It is important to obtain representative histological samples of solid biliopancreatic lesions without a clear indication for resection. The role of new needles in such task is yet to be determined.
To compare performance assessment between 20G double fine needle biopsy (FNB) and conventional 22G fine needle aspiration (FNA) needles for endoscopic ultrasound (EUS)-guided biopsy.
This prospective study examined 20 patients who underwent the random puncture of solid pancreatic lesions with both needles and the analysis of tissue samples by a single pathologist.
The ProCore 20G FNB needle provided more adequate tissue samples (16 vs. 9, p=0.039) with better cellularity quantitative scores (11 vs. 5, p=0.002) and larger diameter of the histological sample (1.51±1.3 mm vs. 0.94±0.55 mm, p=0.032) than the 22G needle. The technical success, puncture difficulty, and sample bleeding were similar between groups.
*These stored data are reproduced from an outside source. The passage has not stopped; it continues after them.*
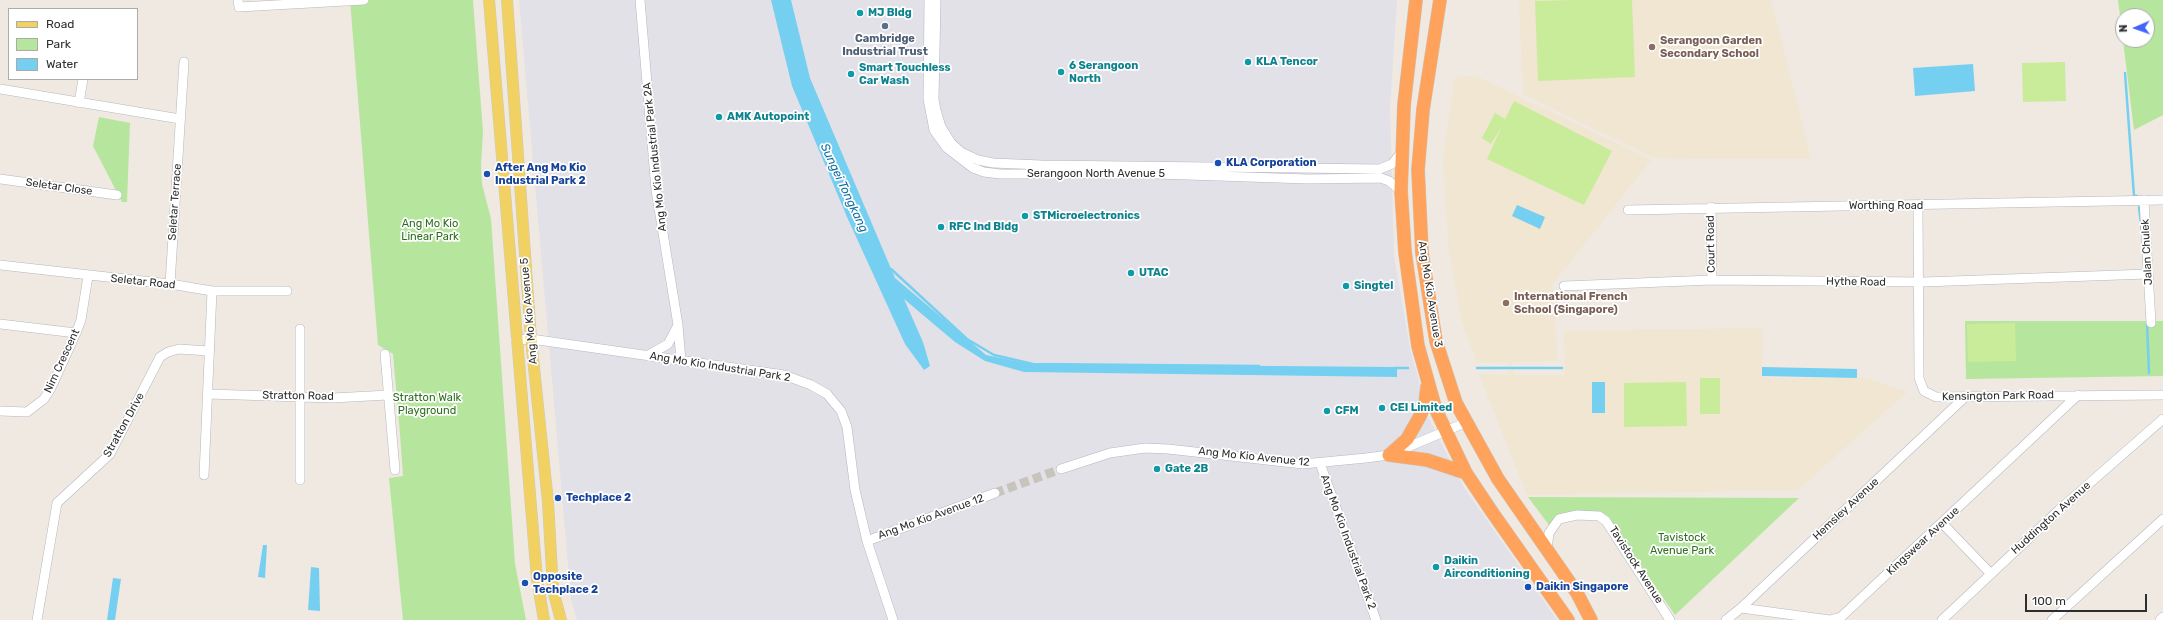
<!DOCTYPE html>
<html>
<head>
<meta charset="utf-8">
<style>
  body { margin:0 }
  #map { position:relative; width:2163px; height:620px; overflow:hidden; background:#efe9e1; font-family:Rubik,sans-serif }
  canvas { display:block }
  .legend { position:absolute; left:8px; top:8px; width:130px; height:72px; box-sizing:border-box; background:#fff; border:1px solid #ababab; margin:0; padding:5px 7px; list-style:none; font-size:12px; color:#2e2e2e }
  .legend li { display:flex; align-items:center; gap:8px; height:20px }
  .legend b { width:20px; border:1px solid #ababab }
  .north { position:absolute; left:2115px; top:8px; width:40px; height:40px; box-sizing:border-box; background:#fff; border:1px solid #ababab; border-radius:50%; rotate:268deg; font-size:11px; font-weight:700; line-height:16px; text-align:center; color:#2e2e2e }
  .north::after { content:''; display:block; margin:auto; width:14px; height:18px; background:#4264fb; clip-path:polygon(50% 0,100% 100%,50% 72%,0 100%) }
  .scale { position:absolute; left:2025px; top:594px; width:122px; height:18px; box-sizing:border-box; border:2px solid #2e2e2e; border-top:0; padding-left:5px; font-size:12px; line-height:14px; white-space:nowrap; color:#2e2e2e; -webkit-text-stroke:3px #fff; paint-order:stroke }
</style>
</head>
<body>
<div id="map">
<canvas width="2163" height="620"></canvas>
<ul class="legend">
<li><b style="height:5px;background:#f2d163"></b>Road</li>
<li><b style="height:11px;background:#b6e59e"></b>Park</li>
<li><b style="height:11px;background:#75cff0"></b>Water</li>
</ul>
<div class="north">N</div>
<div class="scale">100 m</div>
</div>
<script>
const ctx = document.querySelector('canvas').getContext('2d');
ctx.lineJoin = 'round';
function paint(path, color) {
  ctx.fillStyle = color;
  ctx.fill(path, 'evenodd');
}
function shape(rows) {
  const path = new Path2D();
  for (const r of rows) {
    path.moveTo(r[0], r[1]);
    for (let i = 2; i < r.length; i += 2) path.lineTo(r[i], r[i + 1]);
  }
  return path;
}
function trace(path, color, width, dash) {
  ctx.strokeStyle = color;
  ctx.lineWidth = width;
  ctx.lineCap = dash ? 'butt' : 'round';
  ctx.setLineDash(dash || []);
  ctx.stroke(path);
}
function label(font, color, halo, rows, align = 'center') {
  ctx.font = font + ' Rubik,sans-serif';
  ctx.lineWidth = 3.5;
  ctx.setLineDash([]);
  ctx.textBaseline = 'middle';
  ctx.strokeStyle = halo;
  ctx.fillStyle = color;
  for (const [text, x, y, turn = 0] of rows) {
    ctx.save();
    ctx.translate(x, y);
    ctx.rotate((+turn || 0) * Math.PI / 180);
    ctx.textAlign = isNaN(turn) ? turn : align;
    if (halo) ctx.strokeText(text, 0, 0);
    ctx.fillText(text, 0, 0);
    ctx.restore();
  }
}
paint(shape([
  [519,0,1397,0,1390,108,1394,256,1410,348,1429,419,1465,489,1557,620,577,620,571,599]
]), '#e3e1e8');
paint(shape([
  [1519,0,1771,0,1811,159,1654,158,1523,94],
  [1476,76,1651,160,1552,285,1558,361,1512,362,1513,375,1565,375,1564,331,1762,328,1762,378,1865,378,1907,392,1798,490,1527,495,1479,374,1509,375,1508,362,1477,363,1462,322,1449,250,1443,161,1455,77]
]), '#f0e6d1');
paint(shape([
  [350,0,473,0,483,132,481,165,482,184,491,219,515,564,526,620,403,620,389,478,403,476,400,434,393,354,378,345],
  [2118,0,2163,0,2163,115,2134,130,2123,40,2147,40,2147,16,2123,16,2123,39],
  [99,117,130,123,127,202,122,202,93,146],
  [1965,321,2163,321,2163,376,1966,379],
  [1528,497,1799,498,1675,615,1606,515,1562,513,1549,525]
]), '#b6e59e');
paint(shape([
  [1573,0,1632,0,1635,77,1538,81,1535,1],
  [2065,62,2066,101,2023,102,2022,63],
  [1514,101,1612,151,1584,205,1487,159,1502,126,1491,144,1482,138,1495,113,1505,119],
  [2015,323,2016,361,1968,362,1967,324],
  [1700,378,1720,378,1720,414,1700,414],
  [1686,382,1687,426,1624,427,1624,383]
]), '#c9ec9a');
paint(shape([
  [771,0,791,0,810,78,895,278,986,355,1030,364,1397,367,1397,377,1024,372,985,361,955,342,904,299,923,342,930,366,924,370,905,344,847,217,792,86],
  [1973,64,1975,91,1915,96,1913,68],
  [1517,205,1545,217,1540,229,1512,216],
  [1762,367,1857,369,1857,378,1762,376],
  [1592,382,1605,382,1605,413,1592,413],
  [263,545,267,545,265,578,258,577],
  [311,567,319,568,320,611,308,610],
  [113,578,121,579,115,620,107,620]
]), '#75cff0');
trace(shape([
  [2125,73,2134,196,2137,196],
  [2139,207,2142,232],
  [891,269,967,339,994,355,1033,364,1259,366],
  [2147,323,2149,373],
  [1394,368,1408,368],
  [1477,368,1562,368]
]), '#75cff0', 2.5);
trace(shape([
  [995,493,1061,469]
]), '#c8c4bd', 9, [9, 4.5]);
const minor = shape([
  [238,0,239,7,364,0],
  [640,0,656,190,678,325,681,361],
  [929,0,928,99,934,130,947,148,973,168,984,172,1000,174,1157,174,1308,179,1381,178,1389,181,1401,191],
  [936,0,934,100,936,110,941,127,951,143,961,152,978,160,993,163,1041,165,1380,169,1392,164,1401,153],
  [0,89,180,119],
  [79,103,83,79],
  [0,179,117,195],
  [2144,200,2151,323],
  [1918,206,1919,378,1924,391,1936,397,2163,395],
  [1711,207,1712,280],
  [1628,210,2163,200],
  [0,265,170,284,212,291,287,291],
  [170,284,184,62],
  [1564,286,1712,280,1923,282,2148,274],
  [0,324,76,333],
  [516,340,531,339,784,375,811,385,827,394,841,411,847,427,855,490,867,541,893,620],
  [385,354,395,470],
  [647,356,668,344,677,327],
  [208,394,333,398,388,395],
  [0,411,27,412,44,399,51,388,76,333,81,320,88,276],
  [1320,463,1376,620],
  [1061,469,1110,453,1145,448,1168,449,1303,464,1366,458,1389,455,1467,422],
  [204,475,212,291],
  [300,480,300,329],
  [1943,524,1990,573],
  [867,541,995,493],
  [1547,549,1549,533,1559,519,1577,515,1599,516,1606,521,1670,620],
  [1741,608,1830,620,1841,617,2078,395],
  [37,620,57,503,110,454,160,357,168,352,179,349,209,351],
  [1726,620,1741,608,1965,397],
  [1942,620,2059,510,2163,419],
  [2052,620,2163,519],
  [2160,620,2163,617]
]);
const major = shape([
  [489,0,537,579,544,620],
  [507,0,531,339,548,502,553,590,561,620]
]);
const highway = shape([
  [1416,0,1404,105,1401,191,1405,252,1418,346,1436,410,1466,473,1492,512,1568,620],
  [1440,0,1423,110,1418,170,1422,253,1436,341,1456,403,1498,479,1577,593,1591,620],
  [1389,455,1407,439,1420,416,1425,404,1427,387],
  [1389,455,1427,460,1466,473]
]);
trace(minor, '#b4b7c1', 10);
trace(major, '#c9c9c9', 12);
trace(highway, '#c9c9c9', 14);
trace(minor, '#fff', 9);
trace(major, '#f2d163', 11);
trace(highway, '#ffa35c', 13);
for (const [x, y, r, color] of [
  [860,13,4,"#0f9aa8"],
  [885,26,4,"#5c6f8a"],
  [1652,47,4,"#8d6e63"],
  [1248,62,4,"#0f9aa8"],
  [1061,72,4,"#0f9aa8"],
  [851,74,4,"#0f9aa8"],
  [719,117,4,"#0f9aa8"],
  [1218,163,4,"#1a4fb4"],
  [487,174,4,"#1a4fb4"],
  [1025,216,4,"#0f9aa8"],
  [941,227,4,"#0f9aa8"],
  [1131,273,4,"#0f9aa8"],
  [1346,286,4,"#0f9aa8"],
  [1506,303,4,"#8d6e63"],
  [1382,408,4,"#0f9aa8"],
  [1327,411,4,"#0f9aa8"],
  [1157,469,4,"#0f9aa8"],
  [558,498,4,"#1a4fb4"],
  [1436,567,4,"#0f9aa8"],
  [525,583,4,"#1a4fb4"],
  [1528,587,4,"#1a4fb4"]
]) {
  const dot = new Path2D();
  dot.arc(x, y, r, 0, 2 * Math.PI);
  ctx.fillStyle = color;
  ctx.fill(dot);
  trace(dot, '#fff', 1.5);
}
label('bold 11px', '#0d838f', '#fff', [
  ["MJ Bldg",868,13],
  ["KLA Tencor",1256,62],
  ["6 Serangoon",1069,66],
  ["North",1069,79],
  ["Smart Touchless",859,68],
  ["Car Wash",859,81],
  ["AMK Autopoint",727,117],
  ["STMicroelectronics",1033,216],
  ["RFC Ind Bldg",949,227],
  ["UTAC",1139,273],
  ["Singtel",1354,286],
  ["CEI Limited",1390,408],
  ["CFM",1335,411],
  ["Gate 2B",1165,469],
  ["Daikin",1444,561],
  ["Airconditioning",1444,574]
], 'left');
label('bold 11px', '#4e5e75', '#fff', [
  ["Cambridge",885,39],
  ["Industrial Trust",885,52]
]);
label('bold 11px', '#785e54', '#fff', [
  ["Serangoon Garden",1660,41],
  ["Secondary School",1660,54],
  ["International French",1514,297],
  ["School (Singapore)",1514,310]
], 'left');
label('11px', '#2e2e2e', '#fff', [
  ["Ang Mo Kio Industrial Park 2A",655,157,-96],
  ["Serangoon North Avenue 5",1096,174],
  ["Seletar Close",59,187,8],
  ["Seletar Terrace",175,202,-86],
  ["Worthing Road",1886,206],
  ["Court Road",1711,244,-91],
  ["Jalan Chulek",2147,252,-93],
  ["Seletar Road",143,282,6],
  ["Hythe Road",1856,282,1],
  ["Ang Mo Kio Avenue 3",1430,294,81],
  ["Ang Mo Kio Avenue 5",529,311,-95],
  ["Nim Crescent",62,361,-65],
  ["Ang Mo Kio Industrial Park 2",720,367,9],
  ["Stratton Road",298,396,1],
  ["Kensington Park Road",1998,396,-1],
  ["Stratton Drive",124,425,-61],
  ["Ang Mo Kio Avenue 12",1254,457,6],
  ["Hemsley Avenue",1846,509,-43],
  ["Ang Mo Kio Avenue 12",931,517,-20],
  ["Huddington Avenue",2051,518,-42],
  ["Kingswear Avenue",1923,541,-43],
  ["Ang Mo Kio Industrial Park 2",1348,542,70],
  ["Tavistock Avenue",1636,565,57]
]);
label('bold 11px', '#164399', '#fff', [
  ["KLA Corporation",1226,163],
  ["After Ang Mo Kio",495,168],
  ["Industrial Park 2",495,181],
  ["Techplace 2",566,498],
  ["Opposite",533,577],
  ["Techplace 2",533,590],
  ["Daikin Singapore",1536,587]
], 'left');
label('11px', '#2c6e1b', '#fff', [
  ["Ang Mo Kio",430,224],
  ["Linear Park",430,237],
  ["Stratton Walk",427,398],
  ["Playground",427,411],
  ["Tavistock",1682,538],
  ["Avenue Park",1682,551]
]);
label('italic 12px', '#0d6fa3', '#fff', [
  ["Sungei Tongkang",844,188,65]
]);
</script>
</body>
</html>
The sensitivity, specificity, and diagnostic accuracy were 88.9%, 100%, and 90% and 77.8%, 100%, and 78.9% for the 20G and 22G needles, respectively.
The samples obtained with the ProCore 20G FNB showed better histological parameters; although there was no difference in the diagnostic performance between the two needles, these findings may improve pathologist performance.